→ **PROBLEM STATEMENT**
Transcribe the entries that come next exactly, but not the pictures they contain.

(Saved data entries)
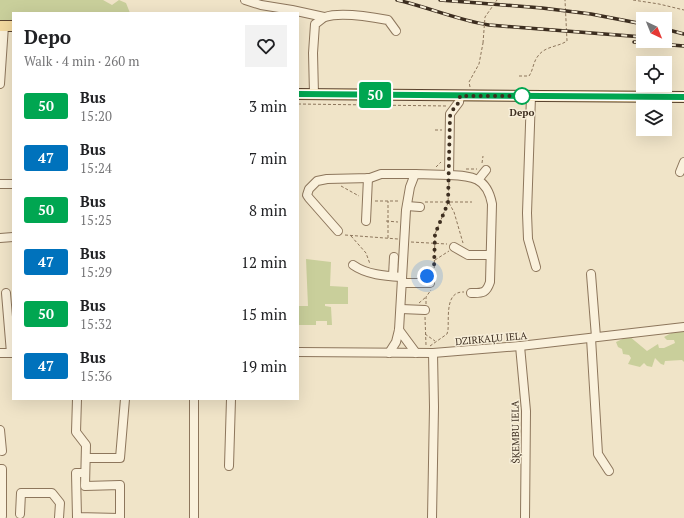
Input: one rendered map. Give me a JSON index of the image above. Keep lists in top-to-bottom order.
{
  "streets": {
    "street": ["DZIRKAĻU IELA", "ŠĶEMBU IELA"]
  },
  "crossings": [
    ["DZIRKAĻU IELA", "ŠĶEMBU IELA"]
  ],
  "places": ["Depo"],
  "lines": ["bus line 50"],
  "north": "bottom right",
  "page": {
    "on_map": "50",
    "heading": ["Depo", "Walk · 4 min · 260 m"],
    "list": [
      {
        "mark": "50",
        "name": "Bus",
        "note": "15:20",
        "value": "3 min"
      },
      {
        "mark": "47",
        "name": "Bus",
        "note": "15:24",
        "value": "7 min"
      },
      {
        "mark": "50",
        "name": "Bus",
        "note": "15:25",
        "value": "8 min"
      },
      {
        "mark": "47",
        "name": "Bus",
        "note": "15:29",
        "value": "12 min"
      },
      {
        "mark": "50",
        "name": "Bus",
        "note": "15:32",
        "value": "15 min"
      },
      {
        "mark": "47",
        "name": "Bus",
        "note": "15:36",
        "value": "19 min"
      }
    ]
  }
}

→ **THE ANSWER**
Input: one rendered map. Give me a JSON index of the image above. Keep lists in top-to-bottom order.
{
  "streets": {
    "street": ["DZIRKAĻU IELA", "ŠĶEMBU IELA"]
  },
  "crossings": [
    ["DZIRKAĻU IELA", "ŠĶEMBU IELA"]
  ],
  "places": ["Depo"],
  "lines": ["bus line 50"],
  "north": "bottom right",
  "page": {
    "on_map": "50",
    "heading": ["Depo", "Walk · 4 min · 260 m"],
    "list": [
      {
        "mark": "50",
        "name": "Bus",
        "note": "15:20",
        "value": "3 min"
      },
      {
        "mark": "47",
        "name": "Bus",
        "note": "15:24",
        "value": "7 min"
      },
      {
        "mark": "50",
        "name": "Bus",
        "note": "15:25",
        "value": "8 min"
      },
      {
        "mark": "47",
        "name": "Bus",
        "note": "15:29",
        "value": "12 min"
      },
      {
        "mark": "50",
        "name": "Bus",
        "note": "15:32",
        "value": "15 min"
      },
      {
        "mark": "47",
        "name": "Bus",
        "note": "15:36",
        "value": "19 min"
      }
    ]
  }
}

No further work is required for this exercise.